Japan's Newest Linux Supercluster: 13TB RAM
green pizza writes "Following its sale of a 10240 processor cluster to NASA, Silicon Graphics Inc has announced that it's supplying a 2048 processor Altix 3700 Bx2 to the Japan Atomic Energy Research Institute. Aside from running Linux on Itanium2 processors, the beast also features 13 TB of RAM!"
I guess that'll be enough to run Longhorn then.
I remember back in my electronics course when we had to design the flip-flop grid for memory... the teacher said he'd give 100% to anyone that could draw out 64K of memory... 13TB just makes me cringe...
---
Programming is like sex... Make one mistake and support it the rest of your life.
I agree. These rather wasteful supercomputers are getting less and less impressive.
You know what would be impressive? Published results!
I mean they consume gobs of resources [power, material, waste]. That's not impressive. That's an American city block. What would be impressive is having to show for it at the end of the day.
Tom
Someday, I'll have a real sig.
Do all processors share 13TB? Because if they don't the bottleneck is that subprocesses have only 13TB/1024 available ( a mere 13GB each), and still have to communicate a lot.
In theory there is no difference between theory and practice. In practice there is. - Yogi Berra
I hear this is the reccomended base configuration for Windows Longhorn...
it's 13TB, not 3TB. Which is according to the article: "over 13 terabytes of memory - the world's largest memory capacity"
Szo
Red Leader Standing By!
So it says 13TB of RAM... that's a cool 6.5 GB per processor.
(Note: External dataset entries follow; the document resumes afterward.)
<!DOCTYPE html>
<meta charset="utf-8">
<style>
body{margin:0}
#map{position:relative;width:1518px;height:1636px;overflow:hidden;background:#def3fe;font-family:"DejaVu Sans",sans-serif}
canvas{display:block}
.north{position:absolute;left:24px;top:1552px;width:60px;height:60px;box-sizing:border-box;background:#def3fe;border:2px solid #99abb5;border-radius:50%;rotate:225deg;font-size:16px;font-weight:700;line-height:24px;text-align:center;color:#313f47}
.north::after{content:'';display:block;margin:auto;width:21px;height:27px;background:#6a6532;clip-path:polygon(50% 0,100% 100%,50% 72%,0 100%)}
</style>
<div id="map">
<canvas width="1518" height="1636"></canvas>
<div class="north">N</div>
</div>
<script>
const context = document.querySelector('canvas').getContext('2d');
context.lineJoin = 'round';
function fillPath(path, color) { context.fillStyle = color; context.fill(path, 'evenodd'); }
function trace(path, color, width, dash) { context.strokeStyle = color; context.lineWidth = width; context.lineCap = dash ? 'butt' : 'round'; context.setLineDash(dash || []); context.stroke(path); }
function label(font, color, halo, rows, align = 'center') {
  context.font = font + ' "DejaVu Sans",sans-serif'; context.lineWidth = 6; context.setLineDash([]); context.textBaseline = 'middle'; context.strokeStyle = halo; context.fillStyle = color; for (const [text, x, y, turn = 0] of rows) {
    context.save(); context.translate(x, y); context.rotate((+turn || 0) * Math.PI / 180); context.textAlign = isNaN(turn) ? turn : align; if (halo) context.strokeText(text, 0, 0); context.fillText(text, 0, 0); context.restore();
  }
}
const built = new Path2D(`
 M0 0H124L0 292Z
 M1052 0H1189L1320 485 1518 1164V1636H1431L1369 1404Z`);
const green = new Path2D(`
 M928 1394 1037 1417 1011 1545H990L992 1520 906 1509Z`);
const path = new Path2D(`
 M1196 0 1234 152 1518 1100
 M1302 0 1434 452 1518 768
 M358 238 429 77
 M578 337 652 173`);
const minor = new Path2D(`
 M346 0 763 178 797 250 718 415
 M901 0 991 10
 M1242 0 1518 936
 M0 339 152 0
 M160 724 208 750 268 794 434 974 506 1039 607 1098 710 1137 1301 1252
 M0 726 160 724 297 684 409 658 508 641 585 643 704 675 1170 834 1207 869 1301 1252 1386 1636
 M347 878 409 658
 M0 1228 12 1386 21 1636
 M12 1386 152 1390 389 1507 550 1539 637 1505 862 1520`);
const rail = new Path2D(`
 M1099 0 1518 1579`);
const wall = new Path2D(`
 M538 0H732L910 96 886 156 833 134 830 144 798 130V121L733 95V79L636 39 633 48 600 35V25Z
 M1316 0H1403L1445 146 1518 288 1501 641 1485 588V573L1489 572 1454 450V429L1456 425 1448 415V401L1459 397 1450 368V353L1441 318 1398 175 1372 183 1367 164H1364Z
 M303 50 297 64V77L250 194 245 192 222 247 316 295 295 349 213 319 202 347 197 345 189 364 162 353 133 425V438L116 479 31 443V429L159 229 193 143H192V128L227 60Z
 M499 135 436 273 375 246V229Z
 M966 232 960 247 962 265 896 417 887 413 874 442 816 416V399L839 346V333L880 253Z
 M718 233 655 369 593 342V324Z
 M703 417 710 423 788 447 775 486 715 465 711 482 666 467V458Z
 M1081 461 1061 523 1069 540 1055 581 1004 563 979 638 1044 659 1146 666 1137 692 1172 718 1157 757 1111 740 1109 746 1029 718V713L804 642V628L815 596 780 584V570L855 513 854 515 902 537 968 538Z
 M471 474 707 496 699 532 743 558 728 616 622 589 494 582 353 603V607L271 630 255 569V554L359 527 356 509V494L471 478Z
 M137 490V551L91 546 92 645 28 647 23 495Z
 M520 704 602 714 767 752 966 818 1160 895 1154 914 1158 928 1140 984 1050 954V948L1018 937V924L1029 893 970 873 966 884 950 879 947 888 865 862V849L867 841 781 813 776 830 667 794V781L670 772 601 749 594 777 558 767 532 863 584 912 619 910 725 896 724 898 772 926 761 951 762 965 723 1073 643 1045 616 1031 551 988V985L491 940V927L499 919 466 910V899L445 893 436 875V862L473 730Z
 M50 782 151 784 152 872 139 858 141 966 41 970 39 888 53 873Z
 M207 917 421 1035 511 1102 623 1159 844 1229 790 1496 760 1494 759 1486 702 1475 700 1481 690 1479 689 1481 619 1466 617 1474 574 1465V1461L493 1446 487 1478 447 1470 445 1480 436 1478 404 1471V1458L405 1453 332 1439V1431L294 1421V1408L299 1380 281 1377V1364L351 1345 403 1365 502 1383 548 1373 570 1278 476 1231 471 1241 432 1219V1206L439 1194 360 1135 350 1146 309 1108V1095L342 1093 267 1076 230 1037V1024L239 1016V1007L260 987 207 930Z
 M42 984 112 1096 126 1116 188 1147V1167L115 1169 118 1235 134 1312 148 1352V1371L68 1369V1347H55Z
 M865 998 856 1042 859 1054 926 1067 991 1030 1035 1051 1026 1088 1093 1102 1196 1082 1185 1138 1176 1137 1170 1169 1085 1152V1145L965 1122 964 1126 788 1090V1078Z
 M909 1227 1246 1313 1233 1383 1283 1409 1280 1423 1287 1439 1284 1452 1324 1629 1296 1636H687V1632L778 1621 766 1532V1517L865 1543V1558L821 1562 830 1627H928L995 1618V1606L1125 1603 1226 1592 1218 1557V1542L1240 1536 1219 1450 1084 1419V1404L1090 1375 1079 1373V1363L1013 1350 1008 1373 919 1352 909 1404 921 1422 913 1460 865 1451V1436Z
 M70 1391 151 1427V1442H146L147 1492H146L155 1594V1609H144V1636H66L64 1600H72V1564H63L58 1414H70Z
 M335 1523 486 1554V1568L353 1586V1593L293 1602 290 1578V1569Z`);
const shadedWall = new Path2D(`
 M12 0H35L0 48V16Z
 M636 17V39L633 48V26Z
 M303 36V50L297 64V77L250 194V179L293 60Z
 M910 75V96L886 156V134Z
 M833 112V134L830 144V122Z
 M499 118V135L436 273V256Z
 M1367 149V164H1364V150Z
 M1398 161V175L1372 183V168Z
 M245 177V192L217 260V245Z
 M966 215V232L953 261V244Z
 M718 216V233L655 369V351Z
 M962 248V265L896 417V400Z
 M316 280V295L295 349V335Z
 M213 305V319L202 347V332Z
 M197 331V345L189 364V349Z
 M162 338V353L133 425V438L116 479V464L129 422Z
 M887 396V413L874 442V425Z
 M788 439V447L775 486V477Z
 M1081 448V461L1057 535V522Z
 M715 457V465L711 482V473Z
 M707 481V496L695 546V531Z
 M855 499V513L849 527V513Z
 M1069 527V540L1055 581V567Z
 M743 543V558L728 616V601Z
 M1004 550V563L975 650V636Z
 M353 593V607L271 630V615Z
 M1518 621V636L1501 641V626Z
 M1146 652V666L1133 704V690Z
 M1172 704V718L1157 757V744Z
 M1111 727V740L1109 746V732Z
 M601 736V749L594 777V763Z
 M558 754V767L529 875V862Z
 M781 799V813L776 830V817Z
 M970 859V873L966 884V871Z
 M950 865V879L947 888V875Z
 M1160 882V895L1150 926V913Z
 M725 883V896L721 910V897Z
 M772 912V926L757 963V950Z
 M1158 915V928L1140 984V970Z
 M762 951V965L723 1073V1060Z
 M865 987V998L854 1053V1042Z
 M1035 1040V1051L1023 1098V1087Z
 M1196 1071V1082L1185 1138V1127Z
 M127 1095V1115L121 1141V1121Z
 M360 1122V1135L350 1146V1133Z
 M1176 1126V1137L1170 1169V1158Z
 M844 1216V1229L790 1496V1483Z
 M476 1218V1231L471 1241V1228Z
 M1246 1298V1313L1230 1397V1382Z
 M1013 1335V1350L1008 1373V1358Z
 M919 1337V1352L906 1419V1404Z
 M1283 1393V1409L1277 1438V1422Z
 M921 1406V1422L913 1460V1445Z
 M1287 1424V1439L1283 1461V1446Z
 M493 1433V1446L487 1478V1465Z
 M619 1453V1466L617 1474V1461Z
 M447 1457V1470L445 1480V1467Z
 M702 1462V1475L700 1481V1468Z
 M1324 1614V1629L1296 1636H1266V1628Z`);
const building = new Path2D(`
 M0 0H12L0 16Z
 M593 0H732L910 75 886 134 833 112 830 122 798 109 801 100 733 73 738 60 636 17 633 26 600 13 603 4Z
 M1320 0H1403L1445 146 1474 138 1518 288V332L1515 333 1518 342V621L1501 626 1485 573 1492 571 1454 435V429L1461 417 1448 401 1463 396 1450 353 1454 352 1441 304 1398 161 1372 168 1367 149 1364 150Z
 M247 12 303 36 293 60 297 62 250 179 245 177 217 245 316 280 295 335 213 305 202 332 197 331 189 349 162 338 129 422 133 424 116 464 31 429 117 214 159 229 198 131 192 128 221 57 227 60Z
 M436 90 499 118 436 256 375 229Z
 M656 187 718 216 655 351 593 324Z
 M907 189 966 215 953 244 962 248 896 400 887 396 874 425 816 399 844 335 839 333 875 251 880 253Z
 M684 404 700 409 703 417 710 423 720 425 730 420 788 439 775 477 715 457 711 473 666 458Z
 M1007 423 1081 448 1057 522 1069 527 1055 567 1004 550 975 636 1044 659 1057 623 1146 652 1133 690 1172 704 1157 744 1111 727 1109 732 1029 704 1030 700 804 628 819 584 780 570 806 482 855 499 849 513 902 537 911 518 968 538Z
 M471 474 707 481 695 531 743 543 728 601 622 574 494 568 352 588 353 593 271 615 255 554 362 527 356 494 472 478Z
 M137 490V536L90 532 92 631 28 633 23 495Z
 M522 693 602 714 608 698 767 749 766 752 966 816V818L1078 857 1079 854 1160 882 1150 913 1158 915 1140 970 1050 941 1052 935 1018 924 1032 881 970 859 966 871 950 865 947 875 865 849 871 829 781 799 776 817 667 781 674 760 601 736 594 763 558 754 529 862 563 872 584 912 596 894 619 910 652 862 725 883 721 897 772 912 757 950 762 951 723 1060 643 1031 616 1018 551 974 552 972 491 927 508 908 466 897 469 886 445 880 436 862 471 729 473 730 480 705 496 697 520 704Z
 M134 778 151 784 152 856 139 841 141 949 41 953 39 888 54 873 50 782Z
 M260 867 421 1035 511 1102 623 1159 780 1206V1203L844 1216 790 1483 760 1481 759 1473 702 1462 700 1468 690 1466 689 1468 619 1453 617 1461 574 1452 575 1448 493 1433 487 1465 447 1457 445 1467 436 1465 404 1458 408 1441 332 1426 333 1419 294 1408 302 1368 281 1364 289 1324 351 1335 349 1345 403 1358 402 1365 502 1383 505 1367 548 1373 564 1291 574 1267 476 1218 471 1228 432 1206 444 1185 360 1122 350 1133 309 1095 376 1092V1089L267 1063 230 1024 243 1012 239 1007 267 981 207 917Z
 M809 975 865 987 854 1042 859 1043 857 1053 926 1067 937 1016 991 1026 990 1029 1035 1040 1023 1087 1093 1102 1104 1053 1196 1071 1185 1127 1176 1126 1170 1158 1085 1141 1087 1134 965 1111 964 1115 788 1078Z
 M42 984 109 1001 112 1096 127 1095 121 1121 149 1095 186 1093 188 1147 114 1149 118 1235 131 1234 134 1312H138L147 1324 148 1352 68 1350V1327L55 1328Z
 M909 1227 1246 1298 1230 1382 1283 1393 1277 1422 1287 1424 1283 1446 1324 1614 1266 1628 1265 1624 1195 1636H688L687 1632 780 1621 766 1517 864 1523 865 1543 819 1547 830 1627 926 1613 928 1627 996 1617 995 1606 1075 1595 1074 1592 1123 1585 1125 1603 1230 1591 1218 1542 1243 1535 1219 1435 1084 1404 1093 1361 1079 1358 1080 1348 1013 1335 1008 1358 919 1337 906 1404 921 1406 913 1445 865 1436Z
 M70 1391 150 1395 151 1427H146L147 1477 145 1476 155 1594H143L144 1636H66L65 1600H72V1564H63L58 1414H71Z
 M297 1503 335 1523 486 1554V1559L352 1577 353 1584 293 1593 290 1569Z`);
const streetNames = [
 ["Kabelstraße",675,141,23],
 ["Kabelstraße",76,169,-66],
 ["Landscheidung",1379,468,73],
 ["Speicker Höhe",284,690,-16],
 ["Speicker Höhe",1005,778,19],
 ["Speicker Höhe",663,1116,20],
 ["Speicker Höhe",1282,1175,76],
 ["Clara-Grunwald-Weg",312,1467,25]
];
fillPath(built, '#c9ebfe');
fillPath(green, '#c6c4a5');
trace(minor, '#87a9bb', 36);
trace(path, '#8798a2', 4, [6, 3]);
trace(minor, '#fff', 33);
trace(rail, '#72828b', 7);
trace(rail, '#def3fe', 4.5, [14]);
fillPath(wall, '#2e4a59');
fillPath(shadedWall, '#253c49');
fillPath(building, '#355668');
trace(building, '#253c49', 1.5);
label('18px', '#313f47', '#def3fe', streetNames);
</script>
Beats anything i run :)
The puter will be used for nuclear research (bushspeak: nucjular reesatch) by the Japan Atomic Energy Research Institute. More info about the organisation, their projects, etc. can be found at: http://www.jaeri.go.jp/english/index.cgi.
SIG: TAKE OFF EVERY 'CAPTAIN'!!
2048 processors, 13 terabytes of ram, AND it comes with a smaller, more ergonomic controller.
"If you think you have things under control, you're not going fast enough." --Mario Andretti
So an American company is selling a computer to a Japanese organization that is ideal for simulating nuclear explosions. Interesting.
I'm wrong and so are you.
I know you're trying to be humourous, but it raises an interesting question: is this thing faster than the Big Mac?
-- james
I think the line should be: now that's one impressive Beowulf cluster... In Japan
A whooping sale of 2048 Itanium2 processors in one shot - is this the BIGGEST sale for the Itanium2 chip, so far ?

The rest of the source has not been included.